In a previous quantitative review of NFM and NBS studies, I found that increasing the scale of implementation does not reduce the effectiveness of combined interventions. This insight motivated the next step: simulating the combined impacts of multiple NFM and NBS interventions at a larger catchment scale.

However, this introduces a familiar challenge. High-resolution models are needed to accurately represent individual NFM features, while larger catchments demand computational efficiency and scalability. To address this, I developed a coupled modelling approach that integrates the rainfall–runoff model SD-TOPMODEL with the hydrodynamic model Flood Modeller 2D.

This coupled approach allows upstream land and soil management interventions to be modelled alongside midstream and downstream interventions such as leaky dams, temporary flood storage, and riparian buffer features, all within a single catchment. Crucially, it enables flexible testing of different combinations of NFM and NBS interventions, while maintaining physical realism across scales.

The results highlight the importance of coordinated NFM planning. Without careful design, interventions can unintentionally synchronise flood peaks or reduce overall effectiveness. Modelling provides a powerful way to identify and avoid these risks before interventions are implemented on the ground.
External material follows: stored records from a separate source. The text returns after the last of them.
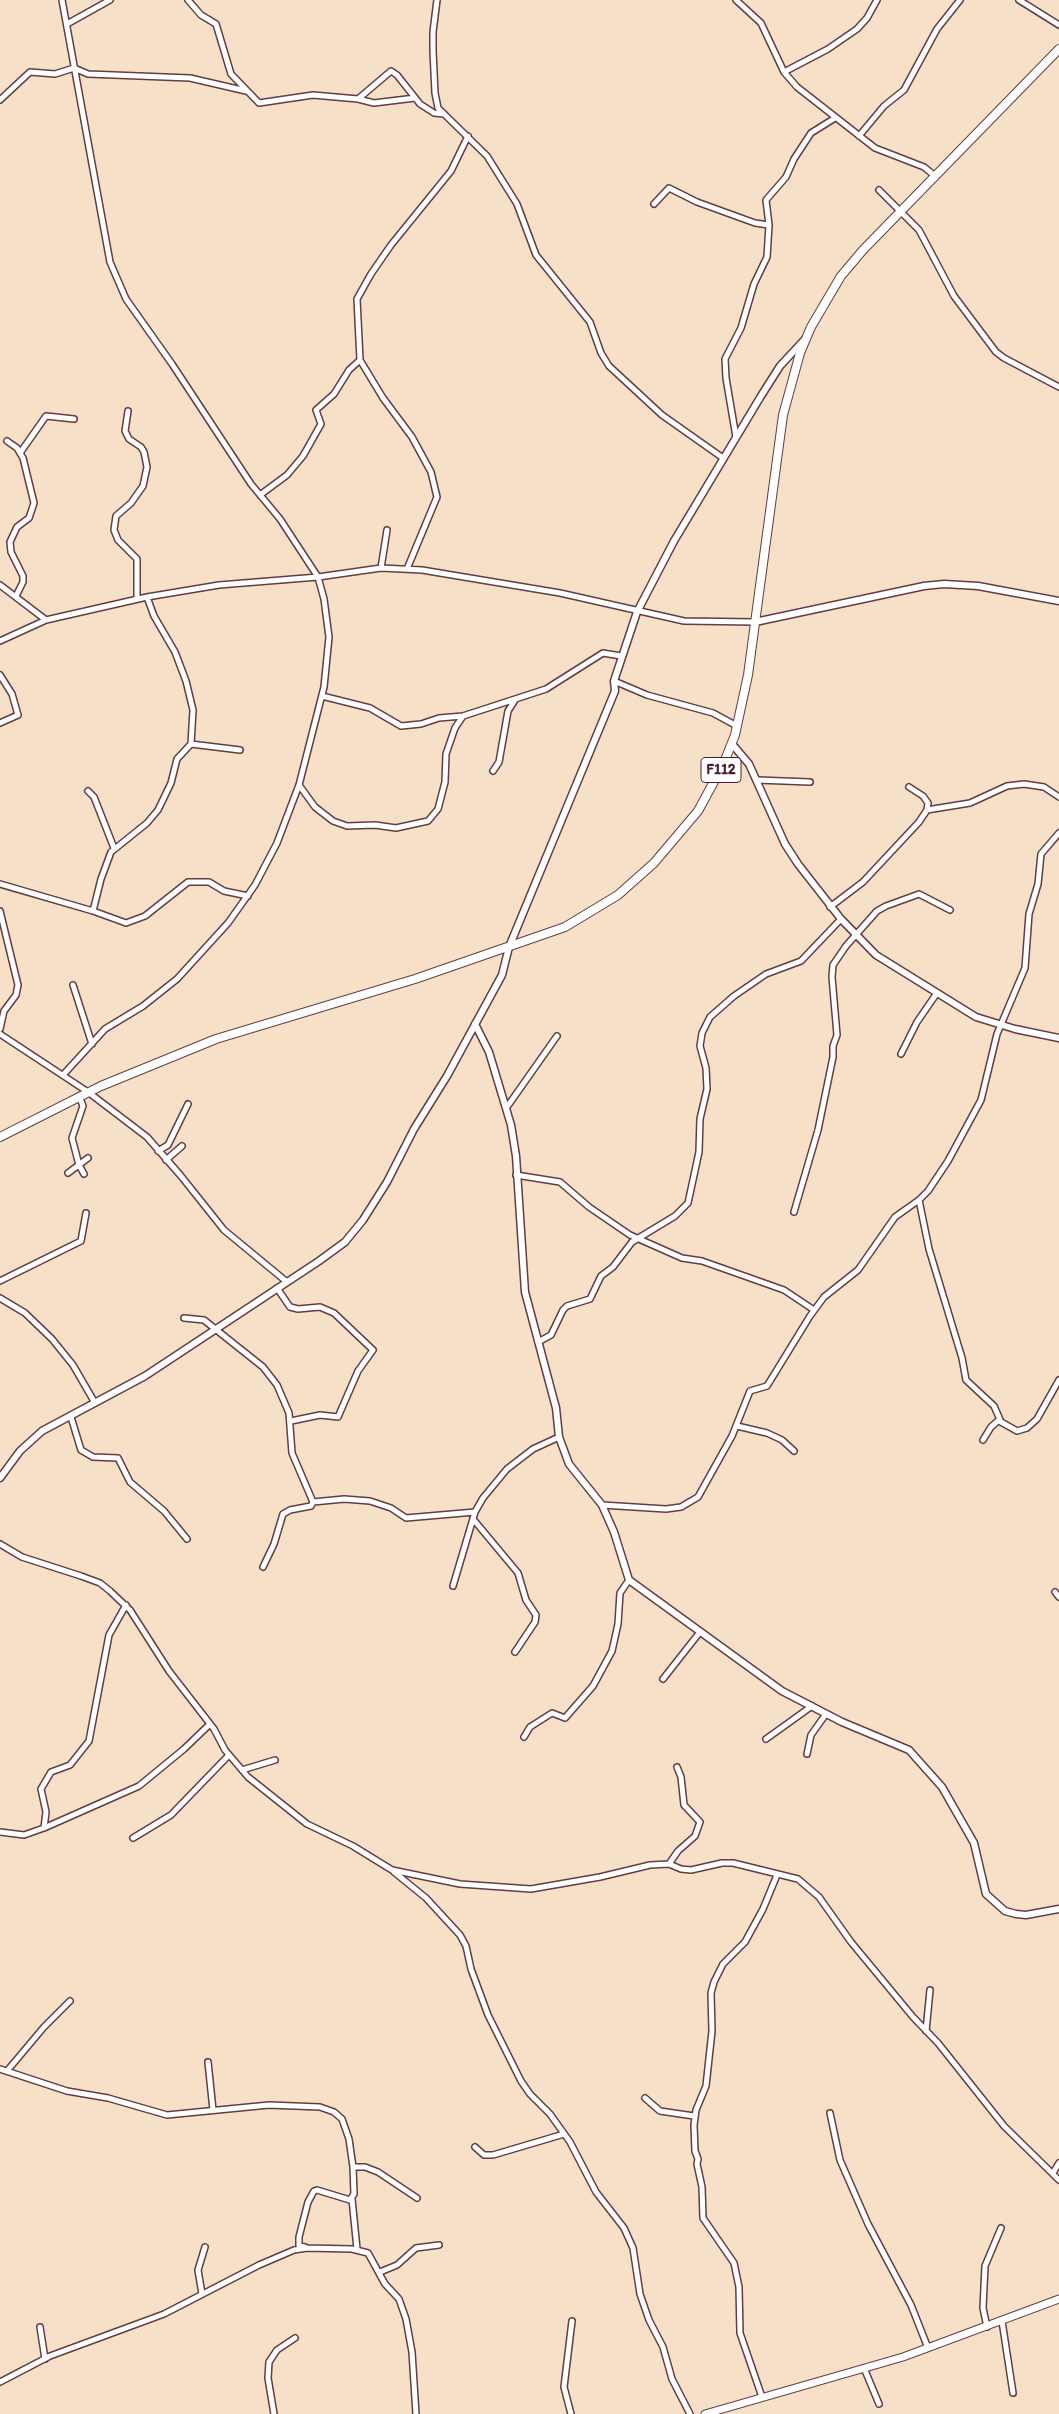 <!DOCTYPE html>
<style>
body{margin:0}
canvas{display:block;background:#f6e0c7}
</style>
<canvas width="1059" height="2414"></canvas>
<script>
const ctx = document.querySelector('canvas').getContext('2d');
ctx.lineJoin = 'round';
const shape = rows => new Path2D(rows.map(r => 'M' + r).join(''));
function strokePath(path, color, width, dash) { ctx.strokeStyle = color; ctx.lineWidth = width; ctx.lineCap = dash ? 'butt' : 'round'; ctx.setLineDash(dash || []); ctx.stroke(path); }
function write(font, color, halo, rows, align = 'center') {
  ctx.font = font + ' Itim,sans-serif'; ctx.lineWidth = 4.5; ctx.setLineDash([]); ctx.textBaseline = 'middle'; ctx.strokeStyle = halo; ctx.fillStyle = color; for (const [text, x, y, turn = 0] of rows) {
    ctx.save(); ctx.translate(x, y); ctx.rotate((+turn || 0) * Math.PI / 180); ctx.textAlign = isNaN(turn) ? turn : align; if (halo) ctx.strokeText(text, 0, 0); ctx.fillText(text, 0, 0); ctx.restore();
  }
}
const minor = shape([
 [62,0,110,262,126,299,172,364,251,484,280,519,318,577,324,599,329,637,324,687,299,785,277,843,255,885,228,923,177,979,143,1006,105,1029,63,1075],
 [188,0,201,15,216,24,231,74,259,103,313,95,358,99],
 [437,0,433,32,433,51,435,93,438,108,487,156,517,204,536,255,590,322,601,353,609,366,662,415,723,458],
 [736,0,761,23,784,72,797,87,875,148,924,167,935,176],
 [1019,0,1059,25],
 [67,24,110,0],
 [784,72,828,49,857,29,867,18,877,0],
 [415,98,374,103,358,99,391,71,397,75,420,104,434,113,444,114],
 [0,100,30,72,55,74,74,68,88,74,190,78,246,91],
 [859,136,884,106,904,90,937,29,960,0],
 [879,190,919,230,954,296,996,352,1004,358,1059,387],
 [654,204,669,188,697,202,755,223,769,225],
 [128,411,125,431,129,439,141,447,144,452,147,467,143,486,131,503,116,516,114,530,118,540,137,559,137,599],
 [736,437,726,378,725,359,741,328,754,284,767,257,769,225,766,200,786,177,794,159,811,133,835,118],
 [7,441,17,448,23,458,34,503,29,518,17,527,10,542,11,552,23,576,23,582,16,596],
 [20,453,46,416,74,419],
 [260,495,287,475,303,456,321,424,316,410,334,394,349,370,360,360],
 [381,568,387,530],
 [407,569,437,497,431,472,412,437,383,398,360,360,357,299,371,274,391,245,451,171,468,136],
 [0,585,46,620],
 [0,641,46,620,147,597,219,585,318,577,381,568,422,570,560,593,684,621,755,622],
 [0,675,12,694,18,715,0,723],
 [614,681,647,695,713,713,737,726],
 [322,696,370,708,401,726,421,724,439,718,463,716],
 [191,744,240,750],
 [493,771,499,762,508,711,515,700],
 [757,780,810,782],
 [299,785,315,807,333,821,347,826,375,825,396,828,428,821,438,809,445,782,446,754,455,728,463,716,546,689,603,653,621,656],
 [88,791,94,797,114,848],
 [927,810,970,803,1007,786,1024,784,1044,787,1059,797],
 [0,884,93,911,126,923,145,916,188,882,209,882,224,891,248,896],
 [830,907,863,882,919,822,927,810,928,803,923,796,909,787],
 [0,911,18,985,16,995,4,1011,0,1029],
 [93,911,101,879,111,852,147,823,158,810,171,783,177,759,191,744,193,710,186,681,175,652,154,616,147,597],
 [73,985,92,1044],
 [0,1034,88,1092,147,1137,181,1176,224,1230,287,1282],
 [901,1054,917,1022,937,993],
 [79,1096,83,1106,72,1138,79,1165,84,1174],
 [507,1107,557,1036],
 [158,1151,168,1145,188,1104],
 [166,1160,182,1146],
 [68,1173,88,1158],
 [516,1175,560,1182,589,1207,630,1235,682,1258,702,1261,784,1290,814,1310],
 [919,1200,929,1249,962,1358,966,1380,994,1406,1001,1422,1017,1431,1027,1428,1037,1419,1059,1380],
 [794,1212,818,1130,833,1057,833,1046,837,1035,832,977,833,965,846,946,877,911,886,906,919,894,950,910],
 [0,1281,81,1241,86,1213],
 [277,1288,290,1307,298,1309,320,1307,334,1313,373,1350,358,1371,338,1417,320,1415,291,1421],
 [0,1298,25,1313,52,1339,73,1365,95,1403],
 [184,1318,204,1320,263,1367,277,1385,289,1413,292,1453,313,1502,344,1499,370,1501,391,1508,406,1518,475,1512],
 [538,1342,551,1335,563,1310,567,1306,590,1299,601,1276,613,1267,632,1242,675,1216,688,1203,699,1152,700,1119,707,1089,706,1068,700,1046,702,1033,710,1017,734,996,766,974,801,961,841,919],
 [71,1417,81,1450,93,1457,118,1458,130,1482,164,1511,187,1539],
 [737,1426,767,1433,782,1440,794,1451],
 [983,1440,991,1427,999,1420],
 [602,1505,666,1509,681,1507,698,1497,732,1436,750,1391,767,1386,810,1316,824,1297,858,1270,895,1217,919,1200,928,1191,948,1161,981,1100,997,1034,1025,968,1029,914,1038,884,1041,854,1059,833],
 [473,1519,518,1573,526,1600,536,1615,535,1622,515,1652],
 [0,1544,22,1557,81,1576,100,1583,110,1591,130,1610,169,1671,214,1729,225,1750,248,1777,307,1824,353,1846,392,1870,460,1884,531,1889,600,1877,650,1865,669,1864,681,1869,691,1870,722,1863,733,1863,798,1879,819,1897,851,1942,913,2017,938,2043,1004,2126,1059,2180],
 [263,1567,274,1544,283,1514,290,1510,311,1506,313,1502],
 [453,1586,475,1512,483,1498,507,1469,533,1449,559,1437],
 [1055,1592,1059,1597],
 [663,1679,700,1632],
 [524,1737,530,1727,552,1713,565,1718,593,1686,612,1651,618,1624,620,1593,629,1580],
 [766,1739,812,1706],
 [807,1754,811,1735,826,1714],
 [242,1770,275,1760],
 [44,1828,139,1786,184,1749,210,1724],
 [0,1832,24,1835,44,1828,46,1812,41,1789,51,1772,70,1765,89,1741,109,1635,126,1605],
 [133,1838,171,1815,229,1755],
 [669,1864,678,1851,695,1836,700,1822,684,1805,681,1777,677,1767],
 [394,1872,426,1898,460,1935,466,1946,471,1969,488,2015,521,2081,530,2094,550,2114,570,2142,596,2192,624,2228,633,2248,640,2294,649,2320,663,2347,672,2379,690,2414],
 [926,2031,930,1990],
 [208,2062,213,2110],
 [0,2069,67,2091,108,2098,167,2115,269,2105,320,2107,334,2112,342,2119,349,2139,353,2167,354,2194,350,2200,317,2190,314,2191,308,2202,299,2237,299,2246,305,2247],
 [7,2071,44,2027,70,2001],
 [645,2098,660,2111,694,2116],
 [830,2113,840,2160,868,2224,911,2305,928,2348],
 [475,2147,484,2155,493,2155,564,2134],
 [353,2167,365,2167,378,2172,417,2198],
 [1053,2173,1059,2163],
 [352,2199,357,2249],
 [380,2274,380,2272,397,2265,416,2248,439,2245],
 [202,2294,198,2270,205,2247],
 [1002,2321,1013,2393],
 [40,2327,45,2359],
 [987,2327,983,2308,985,2266,1001,2228],
 [864,2368,879,2404],
 [0,2382,50,2356,164,2314,259,2265,294,2250,307,2248,352,2249,368,2253,385,2284,399,2299,406,2319,412,2352,416,2414],
 [762,2397,740,2333,739,2287,734,2263,703,2218,702,2187,697,2164,698,2159,695,2151,694,2125,696,2110,706,2086,712,2031,711,1993,714,1982,723,1964,745,1942,763,1909,777,1875],
 [274,2414,268,2378,269,2362,277,2350,295,2338],
 [571,2414,564,2387,572,2321]
]);
const tertiary = shape([
 [755,622,924,586,944,584,978,586,1059,601],
 [732,744,749,764,785,844,798,864,841,919,876,955,976,1017,1015,1029,1059,1038],
 [475,1024,489,1052,511,1125,516,1156,525,1292,556,1408,559,1437,569,1464,602,1505,614,1532,629,1580,782,1691,842,1722,909,1750,942,1787,974,1843,986,1894,1005,1911,1016,1914,1026,1915,1059,1909],
 [0,1478,20,1451,42,1431,145,1376,319,1261,345,1242,363,1220,387,1182,414,1129,447,1076,502,975,509,947,615,691,614,681,637,612,674,541,761,396,780,366,806,338]
]);
const secondary = shape([
 [705,2414,903,2357,1059,2299]
]);
const primary = shape([
 [0,1137,101,1086,216,1039,415,979,565,927,618,895,654,863,698,811,723,765,735,735,748,675,783,415,800,353,811,327,841,276,863,250,1059,49]
]);
strokePath(minor, '#643c42', 8);
strokePath(tertiary, '#643c42', 9);
strokePath(secondary, '#643c42', 9);
strokePath(primary, '#643c42', 10);
strokePath(minor, '#fff', 5);
strokePath(tertiary, '#fff', 6);
strokePath(secondary, '#fff', 7);
strokePath(primary, '#fff', 8);
for (const [x, y, w] of [
 [721,770,40]
]) { const box = new Path2D(); box.roundRect(x - w / 2, y - 12.5, w, 25, 4); ctx.fillStyle = '#fff'; ctx.fill(box); strokePath(box, '#4a1f2b', 1); }
write('bold 15px', '#4a1f2b', null, [
 ["F112",721,770]
]);
</script>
Prospects for Future Modelling Approaches

While the coupled modelling approach addresses key limitations in scale and resolution, a clear next step is the development of automated, code-based workflows for model coupling and parameterisation, enabling more efficient simulations and improved reproducibility.

Looking ahead, there is also significant potential to model systematic NFM and NBS implementation across entire catchments, enabling simulations at larger scales of 100–1,000 km² and across catchments with contrasting hydrological and geomorphological characteristics. These advances would provide robust, numerical evidence to support NFM and NBS design, guide investment decisions and inform future flood risk policy.

As nature-based solutions continue to gain traction, scalable and reliable modelling tools will be essential to ensure that interventions deliver maximum benefit, both for flood resilience and for wider environmental outcomes.